**DIRECTIONS**
All of the listing is to be written out word for word, with the pictures left out.

________

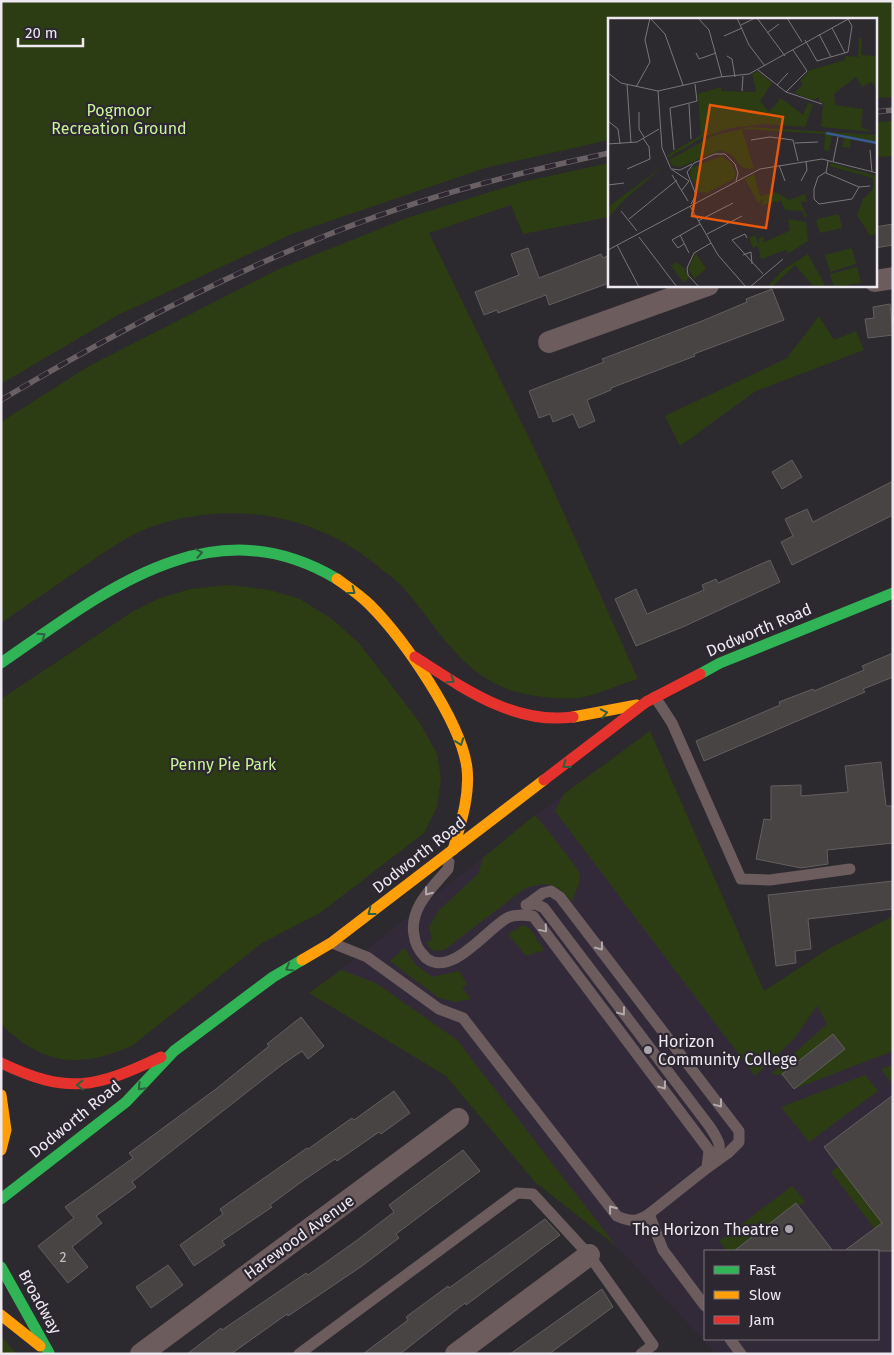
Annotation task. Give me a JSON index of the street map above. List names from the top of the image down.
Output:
{
  "streets": {
    "highway": ["Dodworth Road", "Broadway"],
    "street": ["Harewood Avenue"]
  },
  "one_way": ["Dodworth Road"],
  "parks": ["Pogmoor Recreation Ground", "Penny Pie Park"],
  "places": ["Horizon Community College", "The Horizon Theatre"],
  "house_numbers": ["2"],
  "legend": ["Fast", "Slow", "Jam"],
  "scale_bar": "20 m"
}
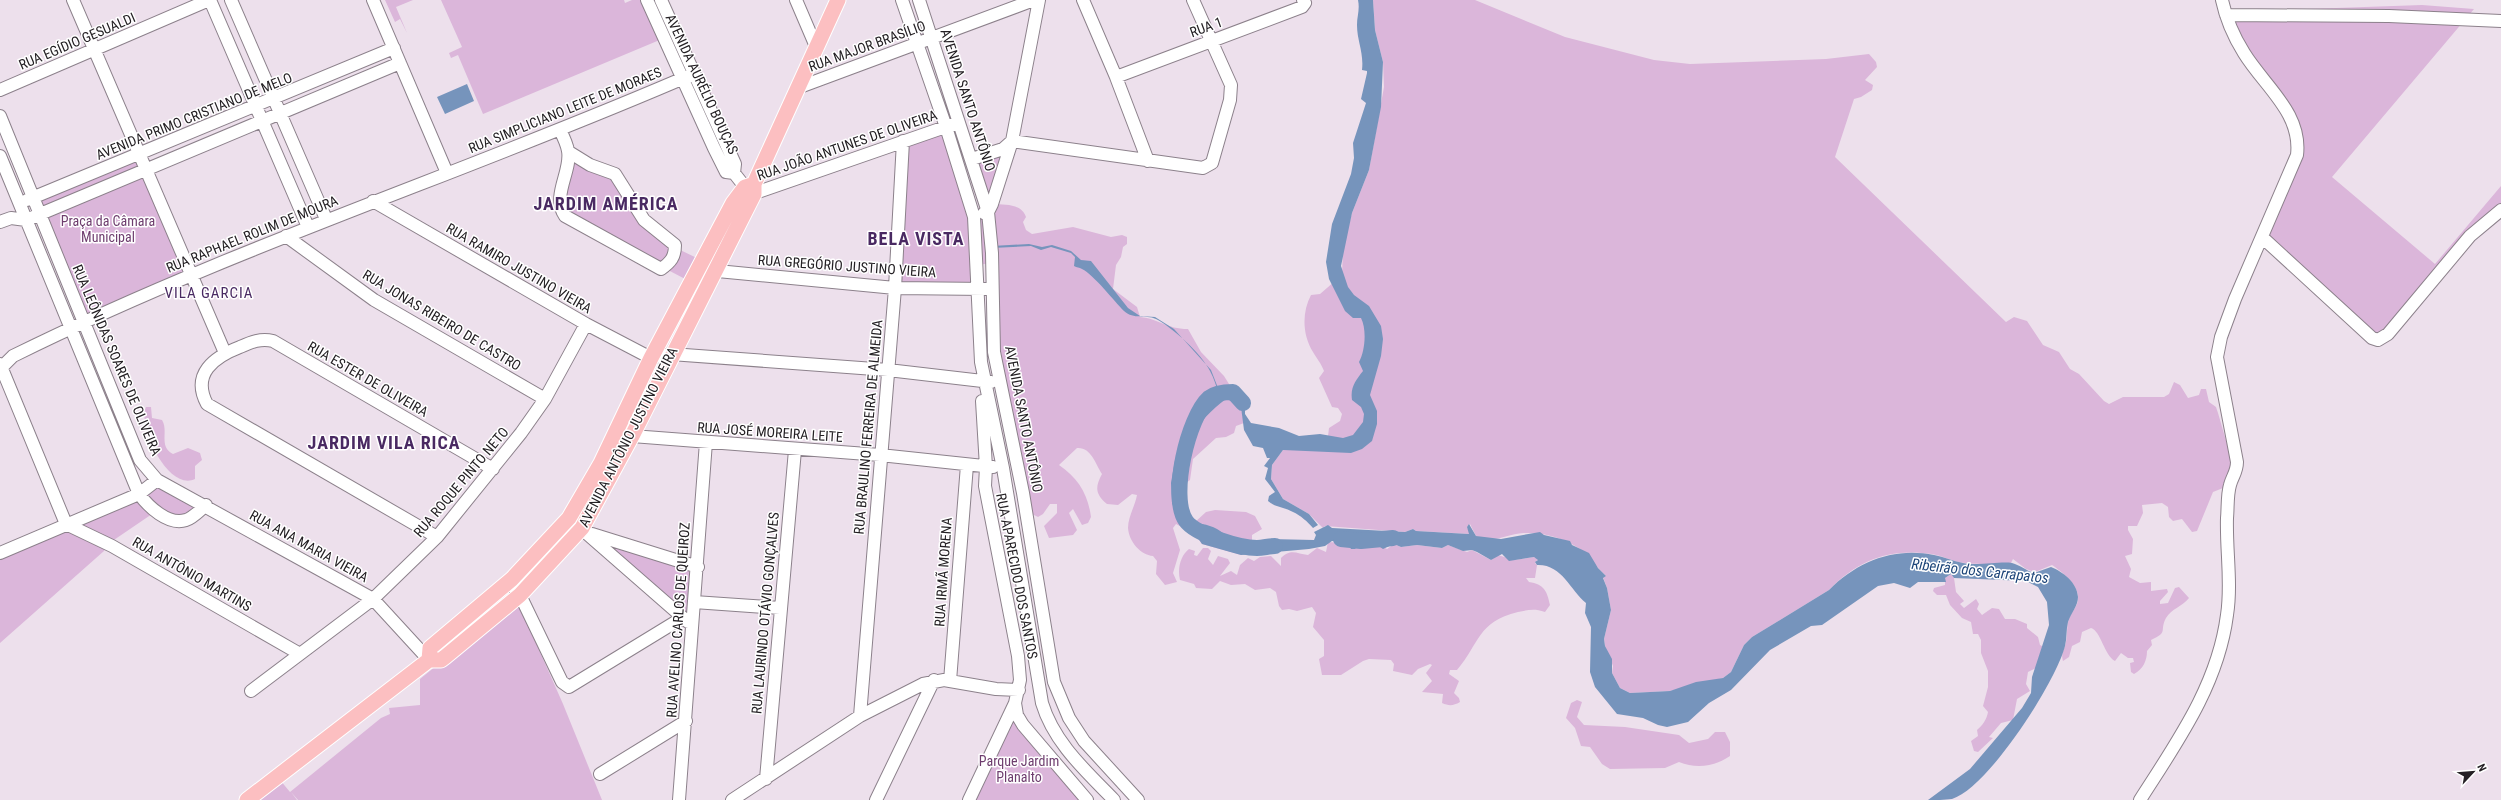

________

**SOLUTION TO THIS PROBLEM**
Annotation task. Give me a JSON index of the street map above. List names from the top of the image down.
Output:
{
  "streets": {
    "highway": ["Dodworth Road", "Broadway"],
    "street": ["Harewood Avenue"]
  },
  "one_way": ["Dodworth Road"],
  "parks": ["Pogmoor Recreation Ground", "Penny Pie Park"],
  "places": ["Horizon Community College", "The Horizon Theatre"],
  "house_numbers": ["2"],
  "legend": ["Fast", "Slow", "Jam"],
  "scale_bar": "20 m"
}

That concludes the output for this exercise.